Figures just released for Champagne shipments to the end of 2012 show a global decline of almost 14.2 million bottles, representing a 4.4% drop.
While the region shipped almost 323m bottles in 2011, the sum last year was just short of 309m at 308,760,388 bottles.
In percentage terms, growers suffered the greatest decline, falling 5.3% in volume, compared to a 4.2% drop for the houses and a 3.5% decline for the cooperatives during the course of last year.
Speaking to the drinks business yesterday, Andrew Hawes, managing director at Bollinger’s UK importer Mentzendorff, confirmed that current trading conditions had hit growers the hardest.
“Growers have been the most affected category, because during the Champagne boom they increasingly commercialized their own wine, but in the flight to reassurance they have really suffered… the Champagne market is driven by brands,” he said.
Looking at the volume figures in more detail – although exports by individual country have yet to be released – the European Union has seen the greatest drop, falling 7.1% over the last 12 months, from 82.3m bottles in 2011 to 76.4m in 2012.
Domestic market France has also endured declines, with over 10m fewer bottles ordered by French retailers and restaurants in the last year, representing a 5.6% decrease to 171.4m bottles.
On the other hand, the total shipments to countries outside the EU has risen 3.2% to almost 61m bottles, accounting for a record of nearly 20% of the global market.

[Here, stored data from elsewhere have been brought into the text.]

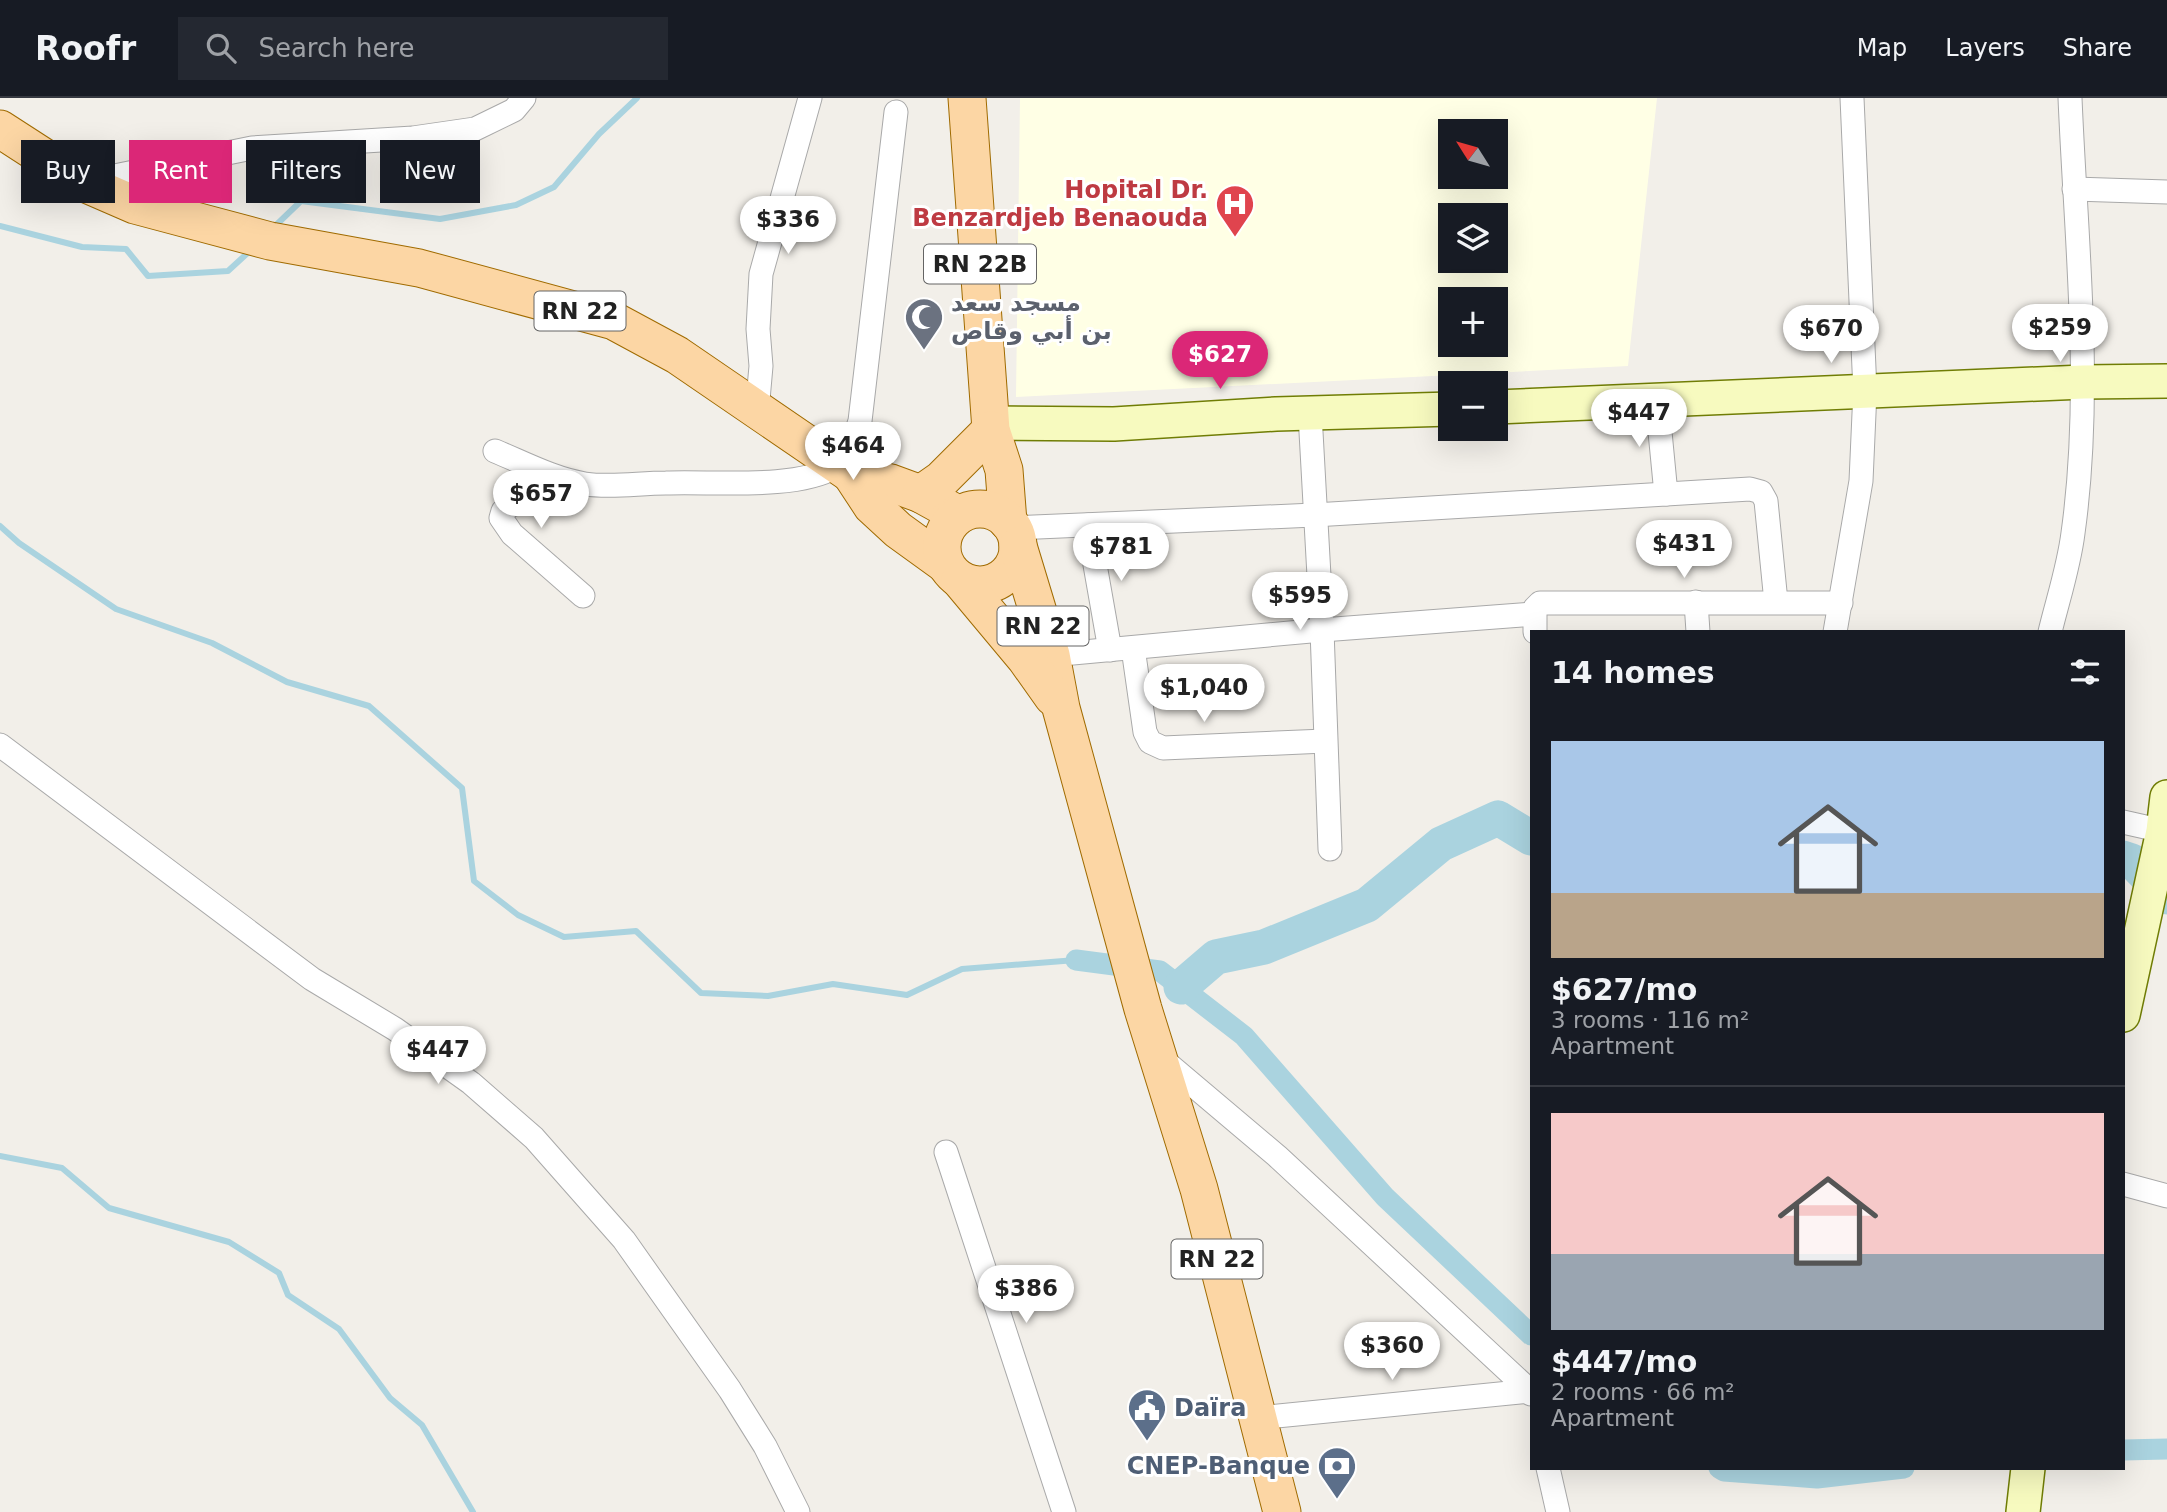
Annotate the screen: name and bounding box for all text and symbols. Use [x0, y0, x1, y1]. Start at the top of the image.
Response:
search box [178, 17, 668, 80]
text: Roofr [35, 29, 136, 68]
icon: search [202, 29, 240, 67]
text: Search here [258, 33, 415, 63]
text: Map [1857, 34, 1907, 62]
text: Layers [1945, 34, 2025, 62]
text: Share [2063, 34, 2132, 62]
north arrow [1438, 119, 1508, 189]
map controls [1438, 119, 1508, 441]
chip: Buy [21, 140, 115, 203]
chip: Rent [129, 140, 232, 203]
chip: Filters [246, 140, 366, 203]
chip: New [380, 140, 480, 203]
place label: Hopital Dr. Benzardjeb Benaouda [912, 176, 1208, 232]
hospital icon: Hopital Dr. Benzardjeb Benaouda [1214, 183, 1256, 238]
pin: $336 [747, 197, 829, 256]
button: layers [1438, 203, 1508, 273]
text: $336 [756, 206, 820, 232]
road number: RN 22B [924, 244, 1036, 284]
button: + [1438, 287, 1508, 357]
place label: مسجد سعد بن أبي وقاص [951, 289, 1112, 345]
road number: RN 22 [534, 292, 626, 330]
mosque icon: مسجد سعد بن أبي وقاص [903, 296, 945, 351]
pin: $259 [2019, 304, 2101, 364]
pin: $670 [1790, 306, 1872, 365]
text: $259 [2028, 314, 2092, 340]
text: $670 [1799, 315, 1863, 341]
pin: $627 [1179, 331, 1261, 391]
text: $627 [1188, 341, 1252, 367]
button: − [1438, 371, 1508, 441]
pin: $447 [1598, 390, 1680, 449]
text: $447 [1607, 399, 1671, 425]
pin: $464 [812, 422, 894, 482]
text: $464 [821, 432, 885, 458]
pin: $657 [500, 470, 582, 530]
text: $657 [509, 480, 573, 506]
pin: $431 [1643, 520, 1725, 580]
pin: $781 [1080, 524, 1162, 583]
text: $431 [1652, 530, 1716, 556]
text: $781 [1089, 533, 1153, 559]
pin: $595 [1259, 573, 1341, 632]
text: $595 [1268, 582, 1332, 608]
road number: RN 22 [998, 606, 1088, 646]
icon: filters [2066, 653, 2104, 691]
text: 14 homes [1551, 655, 1715, 690]
pin: $1,040 [1147, 664, 1261, 724]
text: $1,040 [1160, 674, 1248, 700]
icon: home [1765, 786, 1891, 912]
text: $627/mo [1551, 972, 1697, 1007]
text: 3 rooms · 116 m² [1551, 1007, 1749, 1033]
pin: $447 [397, 1026, 479, 1086]
text: Apartment [1551, 1033, 1674, 1059]
text: $447 [406, 1036, 470, 1062]
icon: home [1765, 1158, 1891, 1284]
road number: RN 22 [1172, 1240, 1262, 1278]
pin: $386 [985, 1266, 1067, 1325]
text: $386 [994, 1275, 1058, 1301]
pin: $360 [1351, 1322, 1433, 1382]
text: $360 [1360, 1332, 1424, 1358]
text: $447/mo [1551, 1344, 1697, 1379]
text: 2 rooms · 66 m² [1551, 1379, 1735, 1405]
public building icon: Daïra [1126, 1387, 1168, 1442]
place label: Daïra [1174, 1394, 1246, 1422]
text: Apartment [1551, 1405, 1674, 1431]
bank icon: CNEP-Banque [1316, 1445, 1358, 1500]
place label: CNEP-Banque [1127, 1452, 1310, 1480]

Le Comité Interprofessionnel du vin de Champagne (CIVC) noted that Japan and Australia in particularly had enjoyed strong growth, as well as emerging Champagne markets China, Russia, Mexico and Nigeria.

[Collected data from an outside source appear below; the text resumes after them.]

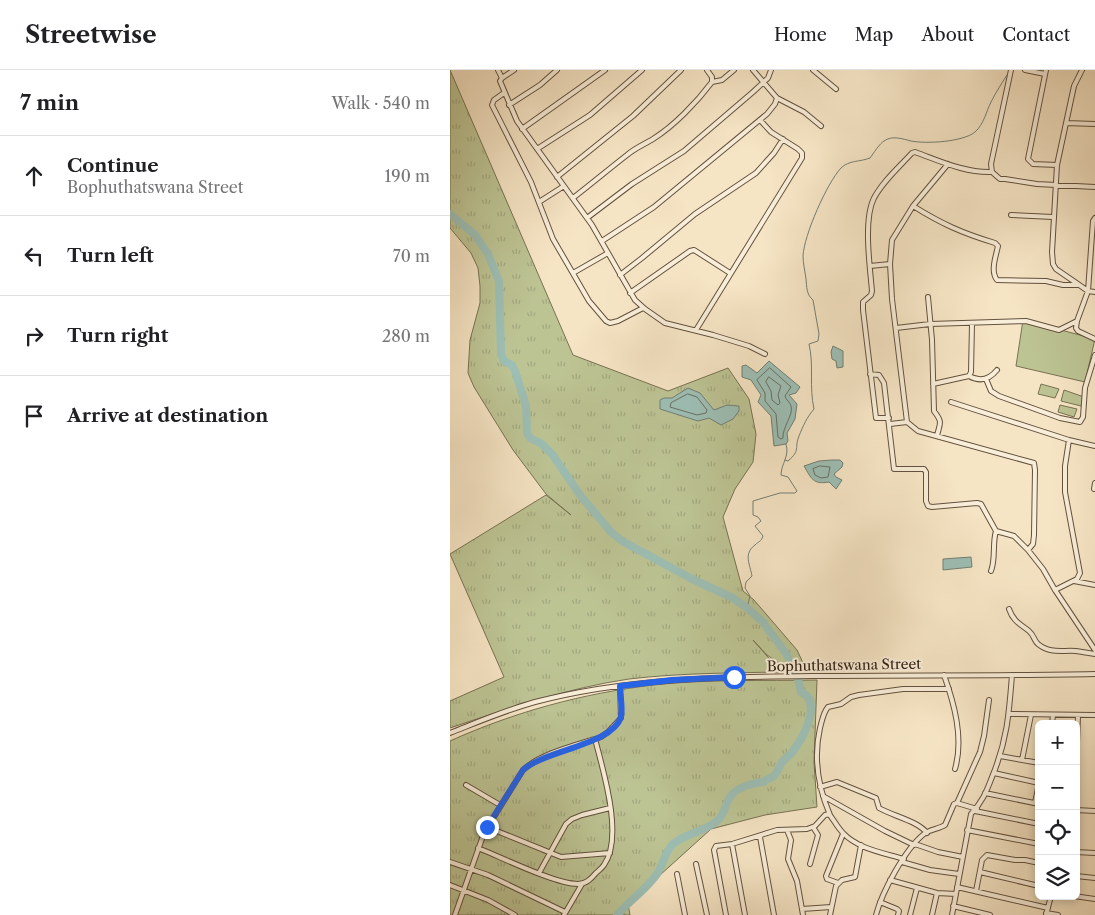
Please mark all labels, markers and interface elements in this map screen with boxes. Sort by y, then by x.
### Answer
text: Streetwise [25,20,157,49]
text: Home [774,24,827,46]
text: Map [855,24,893,46]
text: About [921,24,974,46]
text: Contact [1002,24,1070,46]
text: 7 min [20,90,79,115]
text: Walk · 540 m [332,93,430,113]
text: Continue [67,154,159,177]
icon: ahead [20,162,48,190]
text: 190 m [385,166,430,186]
text: Bophuthatswana Street [67,177,243,197]
icon: left [20,242,48,270]
text: Turn left [67,244,154,267]
text: 70 m [393,246,430,266]
icon: right [20,322,48,350]
text: Turn right [67,324,168,347]
text: 280 m [382,326,430,346]
icon: arrive [20,402,48,430]
text: Arrive at destination [67,404,268,427]
street label: Bophuthatswana Street [767,655,921,675]
route start [723,666,746,689]
map controls [1035,720,1080,900]
button: + [1035,720,1080,765]
button: − [1035,765,1080,810]
button: locate [1035,810,1080,855]
route end [476,816,499,839]
button: layers [1035,855,1080,900]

In essence, the figures reflect the economic troubles of a recessionary Europe, and the better performance of emerging and mineral-rich countries.
However, such is the scale of Champagne’s largest markets, France and the UK, that declines in these countries affect the region’s overall performance.

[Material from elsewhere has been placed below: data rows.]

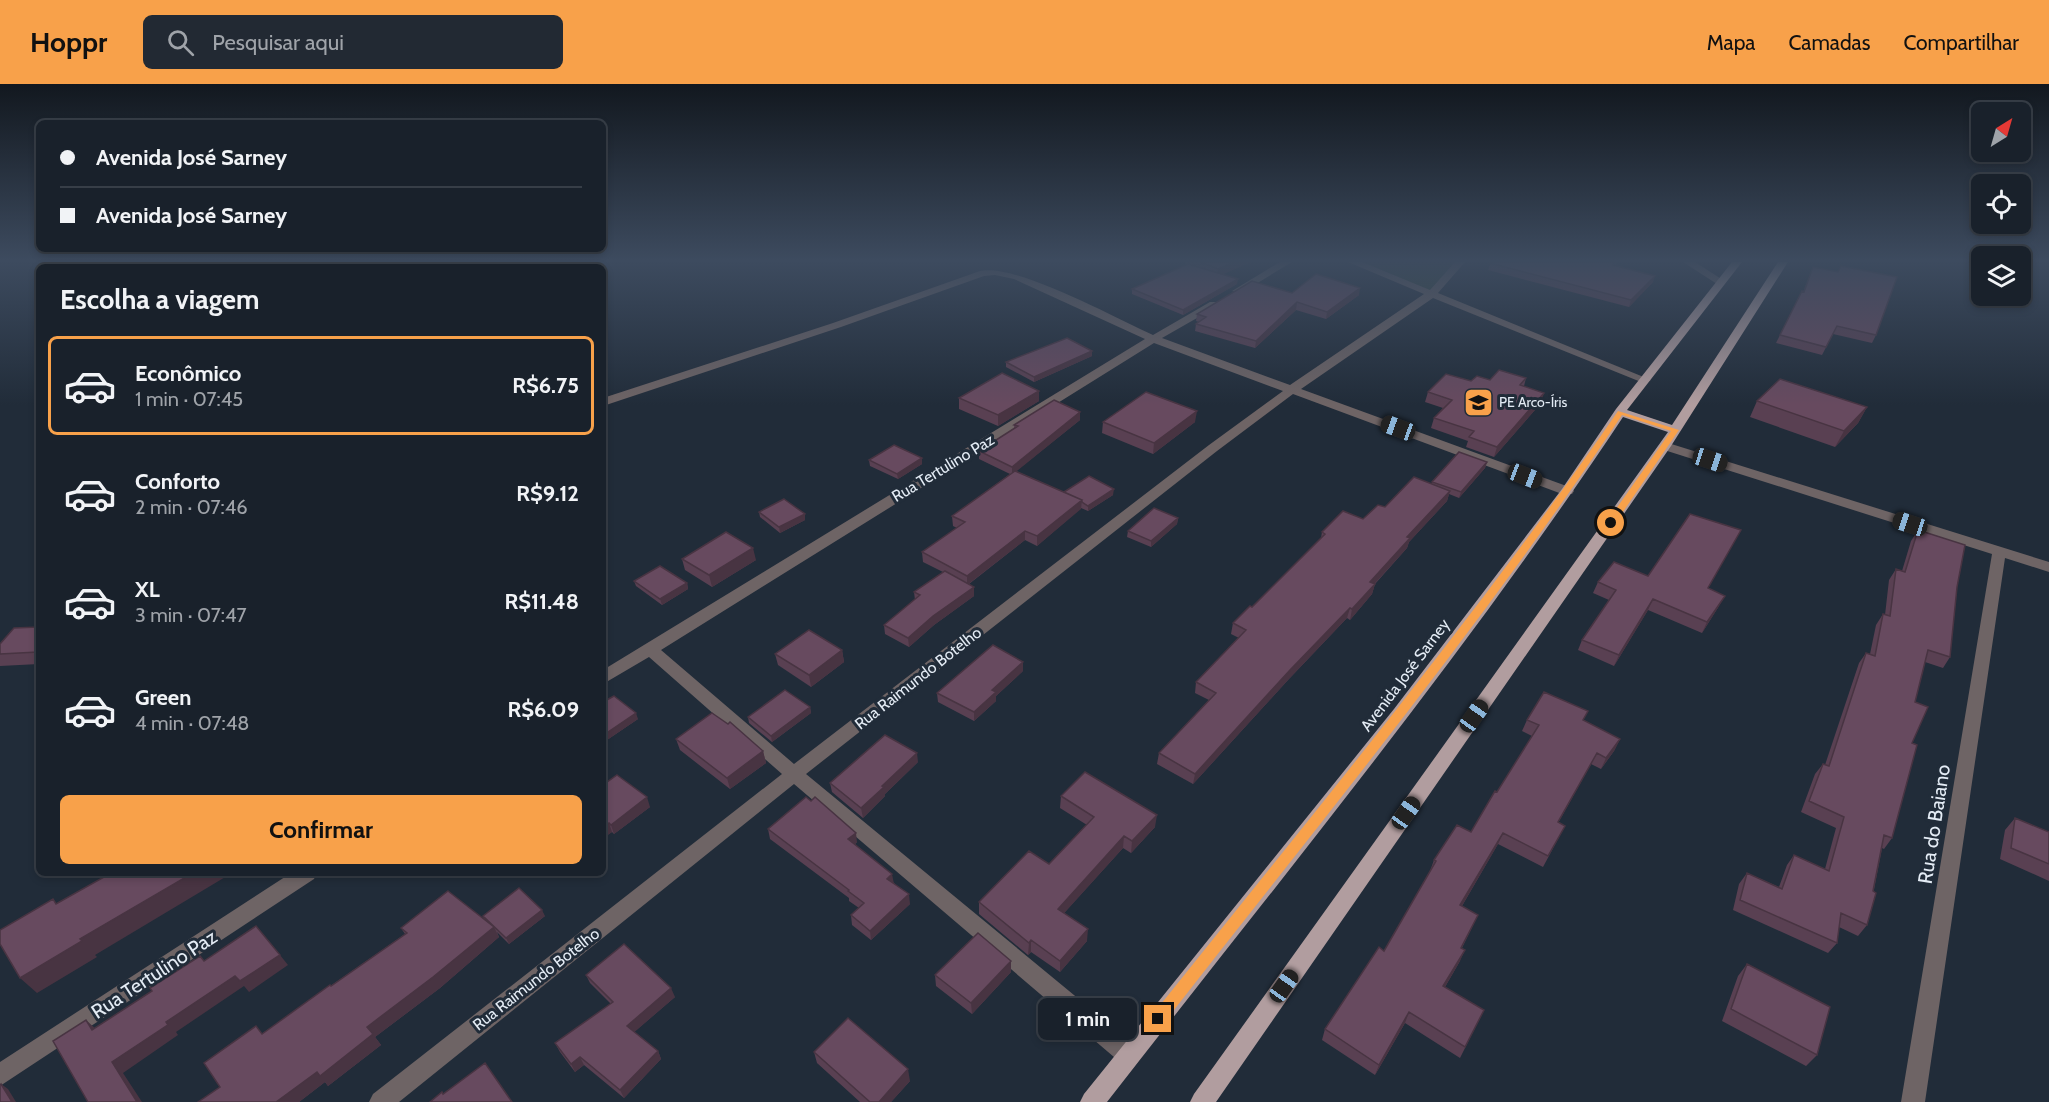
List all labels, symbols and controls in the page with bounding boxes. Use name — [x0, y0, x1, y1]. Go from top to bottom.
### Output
search box — [143, 15, 563, 69]
text: Hoppr — [30, 25, 107, 59]
icon: search — [164, 26, 197, 59]
text: Pesquisar aqui — [212, 29, 344, 56]
text: Mapa — [1707, 30, 1755, 55]
text: Camadas — [1788, 30, 1870, 55]
text: Compartilhar — [1903, 30, 2019, 55]
north arrow — [1971, 102, 2031, 162]
map controls — [1971, 102, 2031, 306]
text: Avenida José Sarney — [96, 144, 287, 171]
button: locate — [1971, 174, 2031, 234]
text: Avenida José Sarney — [96, 202, 287, 229]
button: layers — [1971, 246, 2031, 306]
text: Escolha a viagem — [60, 283, 259, 316]
icon: car — [63, 359, 117, 413]
text: Econômico — [135, 360, 241, 387]
text: R$6.75 — [512, 372, 579, 399]
school or university icon: PE Arco-Íris — [1462, 386, 1494, 418]
text: 1 min · 07:45 — [135, 387, 243, 411]
place label: PE Arco-Íris — [1499, 393, 1568, 411]
car — [1378, 413, 1418, 443]
street label: Rua Tertulino Paz — [888, 430, 998, 506]
car — [1690, 446, 1730, 474]
car — [1505, 461, 1545, 491]
icon: car — [63, 467, 117, 521]
text: Conforto — [135, 468, 220, 495]
text: R$9.12 — [516, 480, 579, 507]
text: 2 min · 07:46 — [135, 495, 248, 519]
route start — [1597, 509, 1624, 536]
car — [1890, 510, 1930, 538]
icon: car — [63, 575, 117, 629]
text: XL — [135, 576, 160, 603]
text: R$11.48 — [504, 588, 579, 615]
text: 3 min · 07:47 — [135, 603, 247, 627]
street label: Avenida José Sarney — [1356, 615, 1454, 735]
street label: Rua Raimundo Botelho — [851, 623, 985, 733]
icon: car — [63, 683, 117, 737]
text: Green — [135, 684, 191, 711]
text: R$6.09 — [508, 696, 579, 723]
car — [1456, 696, 1492, 736]
text: 4 min · 07:48 — [135, 711, 249, 735]
street label: Rua do Baiano — [1913, 763, 1955, 885]
car — [1388, 793, 1424, 833]
button: Confirmar — [60, 795, 582, 864]
street label: Rua Tertulino Paz — [87, 924, 221, 1024]
street label: Rua Raimundo Botelho — [469, 924, 603, 1034]
car — [1266, 966, 1302, 1006]
callout: 1 min — [1038, 998, 1137, 1040]
route end — [1144, 1005, 1171, 1032]
text: 1 min — [1065, 1007, 1110, 1031]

In particular, France, which accounts for almost 56% of the total market for Champagne, has seen falling sales during 2012, particularly December, when shipments fell 8.8% compared to December 2011.
Such a performance is in contrast to the recession of 2008 and 2009, when France sustained its Champagne consumption, absorbing some of the stock from declining export markets.
Meanwhile, in the UK, consumers bought 7% less Champagne in the off-trade during 2012 according to Nielsen, with a marked decline in sales, like France, during the last month of the year.
Hawes at Mentzendorff blamed the UK volume decline on a reduction in the amount and depth of discounting on Champagne in retailers during the key, pre-Christmas sales period.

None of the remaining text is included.